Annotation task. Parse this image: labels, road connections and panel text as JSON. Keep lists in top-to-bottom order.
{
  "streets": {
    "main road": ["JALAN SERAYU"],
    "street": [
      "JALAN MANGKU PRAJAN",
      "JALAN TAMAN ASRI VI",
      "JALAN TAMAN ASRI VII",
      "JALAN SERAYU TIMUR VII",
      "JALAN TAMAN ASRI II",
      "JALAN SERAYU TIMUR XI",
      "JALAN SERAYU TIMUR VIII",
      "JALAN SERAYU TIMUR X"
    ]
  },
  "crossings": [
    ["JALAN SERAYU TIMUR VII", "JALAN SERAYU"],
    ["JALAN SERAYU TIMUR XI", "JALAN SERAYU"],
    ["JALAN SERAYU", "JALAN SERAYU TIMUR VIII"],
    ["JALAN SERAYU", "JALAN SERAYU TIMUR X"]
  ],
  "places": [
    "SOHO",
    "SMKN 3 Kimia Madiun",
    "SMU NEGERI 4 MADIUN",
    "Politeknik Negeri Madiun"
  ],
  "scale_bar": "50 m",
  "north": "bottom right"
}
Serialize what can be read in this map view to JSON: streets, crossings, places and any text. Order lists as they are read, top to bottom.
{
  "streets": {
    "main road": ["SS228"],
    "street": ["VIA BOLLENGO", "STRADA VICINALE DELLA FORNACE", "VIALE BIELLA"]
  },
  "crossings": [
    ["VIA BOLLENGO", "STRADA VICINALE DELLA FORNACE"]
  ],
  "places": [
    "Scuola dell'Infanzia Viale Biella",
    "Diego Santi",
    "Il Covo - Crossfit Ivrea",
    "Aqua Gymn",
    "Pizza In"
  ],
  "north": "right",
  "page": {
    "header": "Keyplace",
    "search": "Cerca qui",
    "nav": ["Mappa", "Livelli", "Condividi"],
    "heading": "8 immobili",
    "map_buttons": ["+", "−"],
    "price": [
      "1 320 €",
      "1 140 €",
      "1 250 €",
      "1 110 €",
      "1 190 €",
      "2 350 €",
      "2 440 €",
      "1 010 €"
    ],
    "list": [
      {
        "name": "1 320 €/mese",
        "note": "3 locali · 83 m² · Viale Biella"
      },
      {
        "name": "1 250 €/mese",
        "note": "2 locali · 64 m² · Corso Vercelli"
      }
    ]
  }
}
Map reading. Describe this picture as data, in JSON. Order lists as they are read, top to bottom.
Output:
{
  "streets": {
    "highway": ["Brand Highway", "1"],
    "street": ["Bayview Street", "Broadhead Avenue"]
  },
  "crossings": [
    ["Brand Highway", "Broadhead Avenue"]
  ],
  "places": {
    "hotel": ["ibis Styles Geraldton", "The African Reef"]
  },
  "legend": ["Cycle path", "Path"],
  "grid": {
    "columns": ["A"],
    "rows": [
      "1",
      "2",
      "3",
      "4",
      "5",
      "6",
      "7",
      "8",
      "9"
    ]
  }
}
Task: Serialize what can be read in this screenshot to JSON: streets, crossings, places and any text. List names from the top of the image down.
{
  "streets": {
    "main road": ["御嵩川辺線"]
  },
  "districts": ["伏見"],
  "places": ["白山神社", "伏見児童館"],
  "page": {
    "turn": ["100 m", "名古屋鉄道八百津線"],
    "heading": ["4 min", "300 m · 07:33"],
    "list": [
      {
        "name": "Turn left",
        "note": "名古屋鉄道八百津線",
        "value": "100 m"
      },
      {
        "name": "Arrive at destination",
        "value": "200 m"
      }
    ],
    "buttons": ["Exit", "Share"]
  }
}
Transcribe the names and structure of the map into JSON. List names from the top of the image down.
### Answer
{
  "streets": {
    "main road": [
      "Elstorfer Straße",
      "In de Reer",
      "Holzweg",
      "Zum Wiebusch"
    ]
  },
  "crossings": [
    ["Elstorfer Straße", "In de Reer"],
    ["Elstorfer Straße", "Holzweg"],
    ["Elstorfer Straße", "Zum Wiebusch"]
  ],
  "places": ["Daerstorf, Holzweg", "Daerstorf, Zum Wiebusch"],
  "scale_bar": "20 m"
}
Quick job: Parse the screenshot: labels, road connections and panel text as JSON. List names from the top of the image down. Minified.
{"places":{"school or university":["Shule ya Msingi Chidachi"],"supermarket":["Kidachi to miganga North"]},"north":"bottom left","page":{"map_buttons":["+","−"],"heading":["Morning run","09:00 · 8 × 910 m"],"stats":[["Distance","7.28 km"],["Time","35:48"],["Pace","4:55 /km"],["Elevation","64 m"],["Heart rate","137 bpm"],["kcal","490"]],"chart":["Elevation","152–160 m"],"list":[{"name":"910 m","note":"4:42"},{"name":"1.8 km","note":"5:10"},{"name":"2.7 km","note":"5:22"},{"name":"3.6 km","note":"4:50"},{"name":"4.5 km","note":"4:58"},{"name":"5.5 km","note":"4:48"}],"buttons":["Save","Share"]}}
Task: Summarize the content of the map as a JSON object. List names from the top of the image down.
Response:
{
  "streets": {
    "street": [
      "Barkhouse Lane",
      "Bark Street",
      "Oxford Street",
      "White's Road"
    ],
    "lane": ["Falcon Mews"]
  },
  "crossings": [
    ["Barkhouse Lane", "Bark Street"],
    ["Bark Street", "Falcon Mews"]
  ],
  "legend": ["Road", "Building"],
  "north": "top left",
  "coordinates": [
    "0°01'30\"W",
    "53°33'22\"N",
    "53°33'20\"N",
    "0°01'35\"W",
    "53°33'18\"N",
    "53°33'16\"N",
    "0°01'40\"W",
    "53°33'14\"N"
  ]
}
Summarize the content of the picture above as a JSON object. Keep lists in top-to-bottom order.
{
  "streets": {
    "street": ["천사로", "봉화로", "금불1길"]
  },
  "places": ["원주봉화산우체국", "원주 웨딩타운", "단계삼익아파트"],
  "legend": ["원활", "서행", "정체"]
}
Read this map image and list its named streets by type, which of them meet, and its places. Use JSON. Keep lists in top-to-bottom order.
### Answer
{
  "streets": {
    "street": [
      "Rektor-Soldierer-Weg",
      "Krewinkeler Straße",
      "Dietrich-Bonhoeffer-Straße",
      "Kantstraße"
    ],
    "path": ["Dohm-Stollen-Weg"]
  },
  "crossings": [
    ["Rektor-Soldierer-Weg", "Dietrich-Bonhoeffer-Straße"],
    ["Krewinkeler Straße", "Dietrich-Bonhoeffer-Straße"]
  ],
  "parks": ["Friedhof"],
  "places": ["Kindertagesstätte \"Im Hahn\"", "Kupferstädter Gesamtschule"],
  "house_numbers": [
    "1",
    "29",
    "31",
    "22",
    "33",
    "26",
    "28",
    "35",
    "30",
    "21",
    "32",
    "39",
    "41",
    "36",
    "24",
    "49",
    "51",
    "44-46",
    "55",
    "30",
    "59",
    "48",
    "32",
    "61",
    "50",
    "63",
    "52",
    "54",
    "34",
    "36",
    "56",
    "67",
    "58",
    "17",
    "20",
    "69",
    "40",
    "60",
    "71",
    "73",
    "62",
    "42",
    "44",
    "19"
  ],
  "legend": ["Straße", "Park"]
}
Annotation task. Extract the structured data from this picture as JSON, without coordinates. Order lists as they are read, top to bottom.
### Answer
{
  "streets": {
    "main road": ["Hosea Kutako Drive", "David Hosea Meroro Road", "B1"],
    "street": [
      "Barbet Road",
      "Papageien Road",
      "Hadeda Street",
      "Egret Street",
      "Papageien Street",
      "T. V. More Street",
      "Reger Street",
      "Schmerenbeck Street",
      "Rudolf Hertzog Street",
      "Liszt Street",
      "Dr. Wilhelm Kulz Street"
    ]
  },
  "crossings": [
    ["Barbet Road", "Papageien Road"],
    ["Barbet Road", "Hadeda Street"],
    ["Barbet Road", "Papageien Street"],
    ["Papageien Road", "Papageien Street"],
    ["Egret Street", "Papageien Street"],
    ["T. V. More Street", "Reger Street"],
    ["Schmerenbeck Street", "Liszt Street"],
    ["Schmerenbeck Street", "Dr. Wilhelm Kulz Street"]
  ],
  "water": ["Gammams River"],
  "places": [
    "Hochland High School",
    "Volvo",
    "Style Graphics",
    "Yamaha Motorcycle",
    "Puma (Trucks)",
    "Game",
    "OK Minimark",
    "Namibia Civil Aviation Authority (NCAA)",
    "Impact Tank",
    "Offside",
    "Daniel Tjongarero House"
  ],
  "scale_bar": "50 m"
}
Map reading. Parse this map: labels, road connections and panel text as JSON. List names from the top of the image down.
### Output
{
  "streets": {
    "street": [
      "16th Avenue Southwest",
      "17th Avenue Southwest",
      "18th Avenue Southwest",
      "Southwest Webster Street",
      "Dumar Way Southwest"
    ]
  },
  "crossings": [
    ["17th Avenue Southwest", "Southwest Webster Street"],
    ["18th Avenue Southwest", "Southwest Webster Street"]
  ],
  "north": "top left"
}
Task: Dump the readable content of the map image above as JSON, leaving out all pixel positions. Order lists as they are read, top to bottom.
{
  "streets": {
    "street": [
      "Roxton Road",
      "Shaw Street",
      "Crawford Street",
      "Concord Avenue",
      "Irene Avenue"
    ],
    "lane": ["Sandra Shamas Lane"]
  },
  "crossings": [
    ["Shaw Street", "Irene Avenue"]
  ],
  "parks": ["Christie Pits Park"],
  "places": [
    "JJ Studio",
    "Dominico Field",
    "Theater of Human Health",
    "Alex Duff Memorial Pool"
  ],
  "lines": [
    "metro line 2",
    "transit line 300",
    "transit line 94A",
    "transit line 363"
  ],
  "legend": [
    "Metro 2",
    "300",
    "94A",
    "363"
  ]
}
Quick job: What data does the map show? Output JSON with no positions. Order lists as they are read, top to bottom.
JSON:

============

### Problem statement
For the word "reading", count how many lines of the entries contain it; give the number and nothing more.

### Result of this exercise
2